• [What needs to be done]:
Using the material below, copy every line where "details" appears.

• [Data for review]:
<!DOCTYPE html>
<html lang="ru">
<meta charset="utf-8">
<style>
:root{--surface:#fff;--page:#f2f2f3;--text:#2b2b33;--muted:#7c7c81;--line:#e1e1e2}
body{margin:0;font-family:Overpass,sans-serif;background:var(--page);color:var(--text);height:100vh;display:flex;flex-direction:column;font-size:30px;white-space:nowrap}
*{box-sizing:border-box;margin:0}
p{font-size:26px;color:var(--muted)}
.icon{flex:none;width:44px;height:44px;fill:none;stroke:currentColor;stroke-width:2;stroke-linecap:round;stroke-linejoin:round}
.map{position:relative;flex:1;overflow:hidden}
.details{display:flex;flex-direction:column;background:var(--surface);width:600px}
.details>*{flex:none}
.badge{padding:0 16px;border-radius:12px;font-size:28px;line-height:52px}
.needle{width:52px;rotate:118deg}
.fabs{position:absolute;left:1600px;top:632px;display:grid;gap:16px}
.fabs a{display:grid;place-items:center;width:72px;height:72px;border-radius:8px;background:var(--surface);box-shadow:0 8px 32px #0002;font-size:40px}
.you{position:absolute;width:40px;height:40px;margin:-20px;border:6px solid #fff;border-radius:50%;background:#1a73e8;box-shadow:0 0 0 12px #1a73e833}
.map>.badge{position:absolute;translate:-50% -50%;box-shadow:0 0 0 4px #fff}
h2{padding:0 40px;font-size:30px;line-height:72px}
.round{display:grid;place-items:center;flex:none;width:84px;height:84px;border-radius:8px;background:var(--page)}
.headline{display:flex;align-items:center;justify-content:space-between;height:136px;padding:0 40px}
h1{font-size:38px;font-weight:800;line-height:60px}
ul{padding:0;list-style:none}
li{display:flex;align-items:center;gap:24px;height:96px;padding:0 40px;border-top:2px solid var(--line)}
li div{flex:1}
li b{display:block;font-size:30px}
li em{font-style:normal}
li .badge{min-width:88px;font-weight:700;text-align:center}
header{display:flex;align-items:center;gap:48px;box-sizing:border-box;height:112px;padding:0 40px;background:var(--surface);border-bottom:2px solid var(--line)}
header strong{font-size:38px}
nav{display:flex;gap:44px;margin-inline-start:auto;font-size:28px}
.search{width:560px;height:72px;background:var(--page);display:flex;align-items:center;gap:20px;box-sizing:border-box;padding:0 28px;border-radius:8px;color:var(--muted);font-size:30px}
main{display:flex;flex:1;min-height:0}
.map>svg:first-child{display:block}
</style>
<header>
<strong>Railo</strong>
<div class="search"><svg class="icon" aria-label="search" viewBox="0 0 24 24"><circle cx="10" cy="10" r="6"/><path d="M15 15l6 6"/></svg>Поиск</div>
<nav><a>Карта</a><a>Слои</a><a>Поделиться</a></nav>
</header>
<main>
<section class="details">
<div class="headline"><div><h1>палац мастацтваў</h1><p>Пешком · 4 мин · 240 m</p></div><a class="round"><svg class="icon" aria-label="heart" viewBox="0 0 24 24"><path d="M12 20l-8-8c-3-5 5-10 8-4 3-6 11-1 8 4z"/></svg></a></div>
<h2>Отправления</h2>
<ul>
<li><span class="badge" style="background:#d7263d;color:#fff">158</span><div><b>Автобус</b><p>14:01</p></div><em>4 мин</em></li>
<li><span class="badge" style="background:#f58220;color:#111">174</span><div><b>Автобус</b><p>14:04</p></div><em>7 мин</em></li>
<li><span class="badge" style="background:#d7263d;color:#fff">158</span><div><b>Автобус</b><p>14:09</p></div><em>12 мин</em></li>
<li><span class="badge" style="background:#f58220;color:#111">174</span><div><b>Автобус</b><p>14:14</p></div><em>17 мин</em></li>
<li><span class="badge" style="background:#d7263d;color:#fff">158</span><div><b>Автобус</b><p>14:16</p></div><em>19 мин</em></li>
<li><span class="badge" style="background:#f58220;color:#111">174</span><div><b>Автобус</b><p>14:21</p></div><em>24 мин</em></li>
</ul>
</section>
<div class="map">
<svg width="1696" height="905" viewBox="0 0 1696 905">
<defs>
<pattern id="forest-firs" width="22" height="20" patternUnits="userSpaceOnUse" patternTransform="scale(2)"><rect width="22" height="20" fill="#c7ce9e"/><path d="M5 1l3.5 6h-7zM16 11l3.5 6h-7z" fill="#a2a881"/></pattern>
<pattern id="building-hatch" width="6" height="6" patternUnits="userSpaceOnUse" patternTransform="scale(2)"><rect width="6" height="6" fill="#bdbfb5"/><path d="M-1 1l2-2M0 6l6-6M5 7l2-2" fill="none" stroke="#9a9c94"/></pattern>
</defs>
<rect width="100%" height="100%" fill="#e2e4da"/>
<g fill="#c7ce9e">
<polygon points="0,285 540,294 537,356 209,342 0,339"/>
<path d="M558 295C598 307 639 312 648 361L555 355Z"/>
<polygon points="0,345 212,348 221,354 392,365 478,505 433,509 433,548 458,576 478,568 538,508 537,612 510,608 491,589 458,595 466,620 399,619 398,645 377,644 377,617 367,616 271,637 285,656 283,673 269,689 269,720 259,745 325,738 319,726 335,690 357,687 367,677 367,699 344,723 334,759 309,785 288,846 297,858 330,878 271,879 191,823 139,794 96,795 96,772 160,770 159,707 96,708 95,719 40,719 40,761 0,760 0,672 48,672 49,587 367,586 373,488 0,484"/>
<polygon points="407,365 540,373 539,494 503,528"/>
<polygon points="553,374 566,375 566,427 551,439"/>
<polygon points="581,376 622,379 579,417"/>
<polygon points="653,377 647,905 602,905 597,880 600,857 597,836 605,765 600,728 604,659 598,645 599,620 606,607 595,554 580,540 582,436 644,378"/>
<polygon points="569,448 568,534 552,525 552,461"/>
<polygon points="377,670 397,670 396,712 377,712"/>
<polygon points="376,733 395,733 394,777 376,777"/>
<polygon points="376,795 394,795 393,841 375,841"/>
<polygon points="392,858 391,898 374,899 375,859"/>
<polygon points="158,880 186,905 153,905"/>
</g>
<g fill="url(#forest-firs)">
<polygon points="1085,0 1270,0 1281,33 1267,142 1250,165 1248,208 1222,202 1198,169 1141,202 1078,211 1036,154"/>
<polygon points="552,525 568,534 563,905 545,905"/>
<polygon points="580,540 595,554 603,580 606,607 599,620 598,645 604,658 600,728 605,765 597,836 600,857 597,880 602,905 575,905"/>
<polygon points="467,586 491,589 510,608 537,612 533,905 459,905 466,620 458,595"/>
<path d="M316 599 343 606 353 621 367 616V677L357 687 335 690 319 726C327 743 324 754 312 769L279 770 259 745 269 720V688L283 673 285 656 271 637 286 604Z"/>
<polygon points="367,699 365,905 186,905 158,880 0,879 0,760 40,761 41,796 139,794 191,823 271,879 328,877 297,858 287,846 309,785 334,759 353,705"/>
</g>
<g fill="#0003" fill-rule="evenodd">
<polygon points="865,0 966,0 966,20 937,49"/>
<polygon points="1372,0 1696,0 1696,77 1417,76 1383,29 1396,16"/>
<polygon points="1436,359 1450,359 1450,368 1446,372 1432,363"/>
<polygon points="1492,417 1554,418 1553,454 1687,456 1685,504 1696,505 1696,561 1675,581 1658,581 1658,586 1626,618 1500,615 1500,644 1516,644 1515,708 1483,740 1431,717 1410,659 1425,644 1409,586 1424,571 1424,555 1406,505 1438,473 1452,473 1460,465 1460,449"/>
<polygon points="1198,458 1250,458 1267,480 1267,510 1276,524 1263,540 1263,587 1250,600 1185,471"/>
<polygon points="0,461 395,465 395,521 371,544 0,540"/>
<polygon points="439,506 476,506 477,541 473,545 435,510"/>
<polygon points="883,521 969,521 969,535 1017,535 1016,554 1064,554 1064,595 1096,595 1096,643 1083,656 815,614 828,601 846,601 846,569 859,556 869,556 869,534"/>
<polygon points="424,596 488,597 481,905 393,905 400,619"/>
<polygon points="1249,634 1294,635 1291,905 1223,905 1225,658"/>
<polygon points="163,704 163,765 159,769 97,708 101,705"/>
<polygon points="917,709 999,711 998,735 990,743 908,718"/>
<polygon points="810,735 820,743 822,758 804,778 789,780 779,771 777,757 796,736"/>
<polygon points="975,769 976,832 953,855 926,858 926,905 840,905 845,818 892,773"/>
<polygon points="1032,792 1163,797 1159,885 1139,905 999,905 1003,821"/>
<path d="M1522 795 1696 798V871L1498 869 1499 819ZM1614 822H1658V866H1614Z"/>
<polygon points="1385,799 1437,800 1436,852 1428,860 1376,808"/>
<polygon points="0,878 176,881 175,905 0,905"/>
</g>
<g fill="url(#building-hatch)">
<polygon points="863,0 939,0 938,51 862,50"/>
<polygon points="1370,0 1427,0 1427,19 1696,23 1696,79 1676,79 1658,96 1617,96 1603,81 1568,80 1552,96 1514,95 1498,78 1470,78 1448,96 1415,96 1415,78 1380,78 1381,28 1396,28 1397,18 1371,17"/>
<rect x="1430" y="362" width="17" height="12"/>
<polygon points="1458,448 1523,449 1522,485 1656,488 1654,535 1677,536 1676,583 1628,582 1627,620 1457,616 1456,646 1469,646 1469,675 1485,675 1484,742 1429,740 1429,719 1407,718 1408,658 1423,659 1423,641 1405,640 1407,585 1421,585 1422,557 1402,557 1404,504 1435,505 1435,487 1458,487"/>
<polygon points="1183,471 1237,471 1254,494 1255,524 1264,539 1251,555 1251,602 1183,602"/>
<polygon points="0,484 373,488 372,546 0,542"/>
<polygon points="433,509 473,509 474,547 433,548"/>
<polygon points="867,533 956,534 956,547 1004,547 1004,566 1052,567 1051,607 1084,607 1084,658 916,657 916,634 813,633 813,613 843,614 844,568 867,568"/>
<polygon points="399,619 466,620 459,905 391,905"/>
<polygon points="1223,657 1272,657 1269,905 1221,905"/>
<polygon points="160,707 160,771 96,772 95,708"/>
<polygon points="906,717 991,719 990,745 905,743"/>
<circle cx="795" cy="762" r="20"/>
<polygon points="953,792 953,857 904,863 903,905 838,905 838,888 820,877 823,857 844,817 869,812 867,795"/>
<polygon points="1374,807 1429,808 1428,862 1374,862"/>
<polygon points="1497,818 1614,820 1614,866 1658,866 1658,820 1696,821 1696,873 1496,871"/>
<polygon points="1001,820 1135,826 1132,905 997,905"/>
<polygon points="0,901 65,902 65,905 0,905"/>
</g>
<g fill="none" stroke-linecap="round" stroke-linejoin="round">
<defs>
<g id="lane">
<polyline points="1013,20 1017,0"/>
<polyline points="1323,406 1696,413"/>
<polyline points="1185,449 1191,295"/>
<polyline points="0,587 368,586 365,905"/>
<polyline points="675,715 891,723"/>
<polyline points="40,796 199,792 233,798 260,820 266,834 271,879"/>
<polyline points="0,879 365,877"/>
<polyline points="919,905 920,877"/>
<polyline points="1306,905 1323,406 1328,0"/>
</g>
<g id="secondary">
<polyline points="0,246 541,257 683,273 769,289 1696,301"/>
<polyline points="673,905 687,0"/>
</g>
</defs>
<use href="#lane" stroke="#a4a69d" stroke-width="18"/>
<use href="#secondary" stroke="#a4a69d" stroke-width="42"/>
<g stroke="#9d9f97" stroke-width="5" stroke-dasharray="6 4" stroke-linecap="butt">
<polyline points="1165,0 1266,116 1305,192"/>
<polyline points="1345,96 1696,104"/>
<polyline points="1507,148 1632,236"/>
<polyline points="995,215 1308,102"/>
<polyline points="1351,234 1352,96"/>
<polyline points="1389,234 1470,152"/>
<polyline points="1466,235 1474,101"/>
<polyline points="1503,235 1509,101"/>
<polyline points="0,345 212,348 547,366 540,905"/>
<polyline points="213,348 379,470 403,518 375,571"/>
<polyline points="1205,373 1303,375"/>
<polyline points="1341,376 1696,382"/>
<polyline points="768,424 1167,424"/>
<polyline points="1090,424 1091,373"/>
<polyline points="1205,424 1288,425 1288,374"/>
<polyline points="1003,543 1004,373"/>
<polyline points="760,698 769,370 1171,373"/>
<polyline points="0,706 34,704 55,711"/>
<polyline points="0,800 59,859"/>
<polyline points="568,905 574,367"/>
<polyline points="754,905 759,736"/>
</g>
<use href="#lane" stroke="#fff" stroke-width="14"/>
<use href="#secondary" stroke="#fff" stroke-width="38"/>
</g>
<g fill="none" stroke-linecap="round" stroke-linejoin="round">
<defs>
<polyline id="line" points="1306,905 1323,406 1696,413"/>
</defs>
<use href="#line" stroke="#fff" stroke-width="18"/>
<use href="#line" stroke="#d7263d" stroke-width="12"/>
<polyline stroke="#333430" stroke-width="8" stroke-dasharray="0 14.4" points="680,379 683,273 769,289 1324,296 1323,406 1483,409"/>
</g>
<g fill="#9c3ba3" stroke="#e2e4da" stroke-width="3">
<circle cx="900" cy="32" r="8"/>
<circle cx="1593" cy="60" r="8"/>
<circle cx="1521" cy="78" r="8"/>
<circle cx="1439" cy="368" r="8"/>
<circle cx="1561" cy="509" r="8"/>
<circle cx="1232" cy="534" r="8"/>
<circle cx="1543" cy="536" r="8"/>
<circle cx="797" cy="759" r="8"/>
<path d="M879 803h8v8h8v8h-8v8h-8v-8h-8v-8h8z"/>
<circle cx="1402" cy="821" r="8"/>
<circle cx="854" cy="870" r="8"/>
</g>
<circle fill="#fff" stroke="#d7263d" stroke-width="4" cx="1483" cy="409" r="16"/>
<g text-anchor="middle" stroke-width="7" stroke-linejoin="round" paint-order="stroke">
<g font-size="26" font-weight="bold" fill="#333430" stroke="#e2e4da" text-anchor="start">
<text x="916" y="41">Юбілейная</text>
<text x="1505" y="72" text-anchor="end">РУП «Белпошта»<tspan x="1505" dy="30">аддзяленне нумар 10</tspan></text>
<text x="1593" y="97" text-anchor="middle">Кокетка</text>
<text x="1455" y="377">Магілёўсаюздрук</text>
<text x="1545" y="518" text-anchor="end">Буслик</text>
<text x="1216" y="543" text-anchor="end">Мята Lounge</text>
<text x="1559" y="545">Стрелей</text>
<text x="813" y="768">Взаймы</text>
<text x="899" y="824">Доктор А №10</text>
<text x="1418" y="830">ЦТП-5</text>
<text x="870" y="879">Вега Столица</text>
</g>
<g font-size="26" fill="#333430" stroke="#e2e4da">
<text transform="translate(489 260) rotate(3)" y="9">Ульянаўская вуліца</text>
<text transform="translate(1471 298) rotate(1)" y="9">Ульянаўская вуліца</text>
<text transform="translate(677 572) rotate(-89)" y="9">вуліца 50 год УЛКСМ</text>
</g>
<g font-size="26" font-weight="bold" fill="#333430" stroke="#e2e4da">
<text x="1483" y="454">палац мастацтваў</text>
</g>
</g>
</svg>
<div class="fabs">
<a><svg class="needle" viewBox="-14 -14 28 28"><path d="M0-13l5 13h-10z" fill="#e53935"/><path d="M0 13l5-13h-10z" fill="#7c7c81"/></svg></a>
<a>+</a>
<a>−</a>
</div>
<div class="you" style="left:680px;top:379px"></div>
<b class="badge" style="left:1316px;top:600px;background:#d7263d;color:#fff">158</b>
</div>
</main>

• [Written solution]:
.details{display:flex;flex-direction:column;background:var(--surface);width:600px}
.details>*{flex:none}
<section class="details">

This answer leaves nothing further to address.